Stored items

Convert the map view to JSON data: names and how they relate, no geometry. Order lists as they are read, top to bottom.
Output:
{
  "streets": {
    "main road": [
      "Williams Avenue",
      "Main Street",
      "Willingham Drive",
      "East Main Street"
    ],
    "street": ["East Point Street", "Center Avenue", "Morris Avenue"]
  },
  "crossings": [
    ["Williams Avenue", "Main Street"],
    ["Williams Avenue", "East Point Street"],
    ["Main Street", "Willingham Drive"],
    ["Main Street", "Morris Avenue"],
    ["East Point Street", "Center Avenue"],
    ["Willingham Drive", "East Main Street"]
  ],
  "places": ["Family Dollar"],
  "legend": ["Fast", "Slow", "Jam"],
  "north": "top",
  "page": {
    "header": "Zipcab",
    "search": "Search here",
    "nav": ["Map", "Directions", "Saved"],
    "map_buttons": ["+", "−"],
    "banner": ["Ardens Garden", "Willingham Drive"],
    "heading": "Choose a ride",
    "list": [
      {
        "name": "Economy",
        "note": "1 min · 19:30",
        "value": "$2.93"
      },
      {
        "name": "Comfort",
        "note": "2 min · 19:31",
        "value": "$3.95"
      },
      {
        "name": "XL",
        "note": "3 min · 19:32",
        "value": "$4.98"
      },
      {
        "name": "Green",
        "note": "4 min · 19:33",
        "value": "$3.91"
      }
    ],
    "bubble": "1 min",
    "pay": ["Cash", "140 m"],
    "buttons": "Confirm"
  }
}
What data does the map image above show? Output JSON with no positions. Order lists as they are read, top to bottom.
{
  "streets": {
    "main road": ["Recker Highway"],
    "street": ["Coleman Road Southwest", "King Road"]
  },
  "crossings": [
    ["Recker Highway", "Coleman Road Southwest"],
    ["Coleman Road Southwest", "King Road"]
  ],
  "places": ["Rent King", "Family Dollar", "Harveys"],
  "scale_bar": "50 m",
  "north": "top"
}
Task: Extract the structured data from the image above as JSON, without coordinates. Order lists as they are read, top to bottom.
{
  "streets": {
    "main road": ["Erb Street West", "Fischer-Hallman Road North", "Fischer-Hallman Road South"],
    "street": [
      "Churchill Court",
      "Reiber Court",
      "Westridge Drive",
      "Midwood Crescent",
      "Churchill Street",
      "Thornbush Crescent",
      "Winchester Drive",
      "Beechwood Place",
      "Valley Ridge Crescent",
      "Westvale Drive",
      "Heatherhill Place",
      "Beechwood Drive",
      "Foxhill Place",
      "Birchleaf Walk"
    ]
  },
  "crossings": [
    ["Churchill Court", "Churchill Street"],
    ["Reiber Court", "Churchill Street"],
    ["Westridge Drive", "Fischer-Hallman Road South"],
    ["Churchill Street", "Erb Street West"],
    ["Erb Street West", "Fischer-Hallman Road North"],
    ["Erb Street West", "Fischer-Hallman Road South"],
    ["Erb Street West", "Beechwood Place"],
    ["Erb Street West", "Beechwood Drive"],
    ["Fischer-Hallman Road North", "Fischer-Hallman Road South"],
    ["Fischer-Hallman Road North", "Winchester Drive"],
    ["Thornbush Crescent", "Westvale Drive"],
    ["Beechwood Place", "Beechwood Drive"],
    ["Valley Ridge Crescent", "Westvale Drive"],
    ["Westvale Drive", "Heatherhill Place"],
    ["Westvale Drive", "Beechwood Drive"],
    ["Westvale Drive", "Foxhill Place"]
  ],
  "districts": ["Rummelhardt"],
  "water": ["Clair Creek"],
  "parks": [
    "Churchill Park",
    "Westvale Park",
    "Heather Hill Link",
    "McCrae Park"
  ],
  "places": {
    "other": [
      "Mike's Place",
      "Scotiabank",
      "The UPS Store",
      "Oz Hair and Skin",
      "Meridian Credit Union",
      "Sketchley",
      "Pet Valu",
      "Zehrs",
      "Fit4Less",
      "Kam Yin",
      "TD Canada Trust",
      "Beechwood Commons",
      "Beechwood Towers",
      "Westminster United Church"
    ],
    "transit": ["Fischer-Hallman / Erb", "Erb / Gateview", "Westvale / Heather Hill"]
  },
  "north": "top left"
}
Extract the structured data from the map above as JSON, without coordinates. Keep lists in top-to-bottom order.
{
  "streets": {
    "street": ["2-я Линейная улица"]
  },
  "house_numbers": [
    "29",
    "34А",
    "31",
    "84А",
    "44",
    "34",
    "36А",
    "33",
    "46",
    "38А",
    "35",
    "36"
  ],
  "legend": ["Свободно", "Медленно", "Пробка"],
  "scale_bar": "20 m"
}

■ **WHAT THE TASK REQUIRES**:
The records above, in their entirety, need to be set down again exactly.

■ **WRITTEN SOLUTION**:
Convert the map view to JSON data: names and how they relate, no geometry. Order lists as they are read, top to bottom.
Output:
{
  "streets": {
    "main road": [
      "Williams Avenue",
      "Main Street",
      "Willingham Drive",
      "East Main Street"
    ],
    "street": ["East Point Street", "Center Avenue", "Morris Avenue"]
  },
  "crossings": [
    ["Williams Avenue", "Main Street"],
    ["Williams Avenue", "East Point Street"],
    ["Main Street", "Willingham Drive"],
    ["Main Street", "Morris Avenue"],
    ["East Point Street", "Center Avenue"],
    ["Willingham Drive", "East Main Street"]
  ],
  "places": ["Family Dollar"],
  "legend": ["Fast", "Slow", "Jam"],
  "north": "top",
  "page": {
    "header": "Zipcab",
    "search": "Search here",
    "nav": ["Map", "Directions", "Saved"],
    "map_buttons": ["+", "−"],
    "banner": ["Ardens Garden", "Willingham Drive"],
    "heading": "Choose a ride",
    "list": [
      {
        "name": "Economy",
        "note": "1 min · 19:30",
        "value": "$2.93"
      },
      {
        "name": "Comfort",
        "note": "2 min · 19:31",
        "value": "$3.95"
      },
      {
        "name": "XL",
        "note": "3 min · 19:32",
        "value": "$4.98"
      },
      {
        "name": "Green",
        "note": "4 min · 19:33",
        "value": "$3.91"
      }
    ],
    "bubble": "1 min",
    "pay": ["Cash", "140 m"],
    "buttons": "Confirm"
  }
}
What data does the map image above show? Output JSON with no positions. Order lists as they are read, top to bottom.
{
  "streets": {
    "main road": ["Recker Highway"],
    "street": ["Coleman Road Southwest", "King Road"]
  },
  "crossings": [
    ["Recker Highway", "Coleman Road Southwest"],
    ["Coleman Road Southwest", "King Road"]
  ],
  "places": ["Rent King", "Family Dollar", "Harveys"],
  "scale_bar": "50 m",
  "north": "top"
}
Task: Extract the structured data from the image above as JSON, without coordinates. Order lists as they are read, top to bottom.
{
  "streets": {
    "main road": ["Erb Street West", "Fischer-Hallman Road North", "Fischer-Hallman Road South"],
    "street": [
      "Churchill Court",
      "Reiber Court",
      "Westridge Drive",
      "Midwood Crescent",
      "Churchill Street",
      "Thornbush Crescent",
      "Winchester Drive",
      "Beechwood Place",
      "Valley Ridge Crescent",
      "Westvale Drive",
      "Heatherhill Place",
      "Beechwood Drive",
      "Foxhill Place",
      "Birchleaf Walk"
    ]
  },
  "crossings": [
    ["Churchill Court", "Churchill Street"],
    ["Reiber Court", "Churchill Street"],
    ["Westridge Drive", "Fischer-Hallman Road South"],
    ["Churchill Street", "Erb Street West"],
    ["Erb Street West", "Fischer-Hallman Road North"],
    ["Erb Street West", "Fischer-Hallman Road South"],
    ["Erb Street West", "Beechwood Place"],
    ["Erb Street West", "Beechwood Drive"],
    ["Fischer-Hallman Road North", "Fischer-Hallman Road South"],
    ["Fischer-Hallman Road North", "Winchester Drive"],
    ["Thornbush Crescent", "Westvale Drive"],
    ["Beechwood Place", "Beechwood Drive"],
    ["Valley Ridge Crescent", "Westvale Drive"],
    ["Westvale Drive", "Heatherhill Place"],
    ["Westvale Drive", "Beechwood Drive"],
    ["Westvale Drive", "Foxhill Place"]
  ],
  "districts": ["Rummelhardt"],
  "water": ["Clair Creek"],
  "parks": [
    "Churchill Park",
    "Westvale Park",
    "Heather Hill Link",
    "McCrae Park"
  ],
  "places": {
    "other": [
      "Mike's Place",
      "Scotiabank",
      "The UPS Store",
      "Oz Hair and Skin",
      "Meridian Credit Union",
      "Sketchley",
      "Pet Valu",
      "Zehrs",
      "Fit4Less",
      "Kam Yin",
      "TD Canada Trust",
      "Beechwood Commons",
      "Beechwood Towers",
      "Westminster United Church"
    ],
    "transit": ["Fischer-Hallman / Erb", "Erb / Gateview", "Westvale / Heather Hill"]
  },
  "north": "top left"
}
Extract the structured data from the map above as JSON, without coordinates. Keep lists in top-to-bottom order.
{
  "streets": {
    "street": ["2-я Линейная улица"]
  },
  "house_numbers": [
    "29",
    "34А",
    "31",
    "84А",
    "44",
    "34",
    "36А",
    "33",
    "46",
    "38А",
    "35",
    "36"
  ],
  "legend": ["Свободно", "Медленно", "Пробка"],
  "scale_bar": "20 m"
}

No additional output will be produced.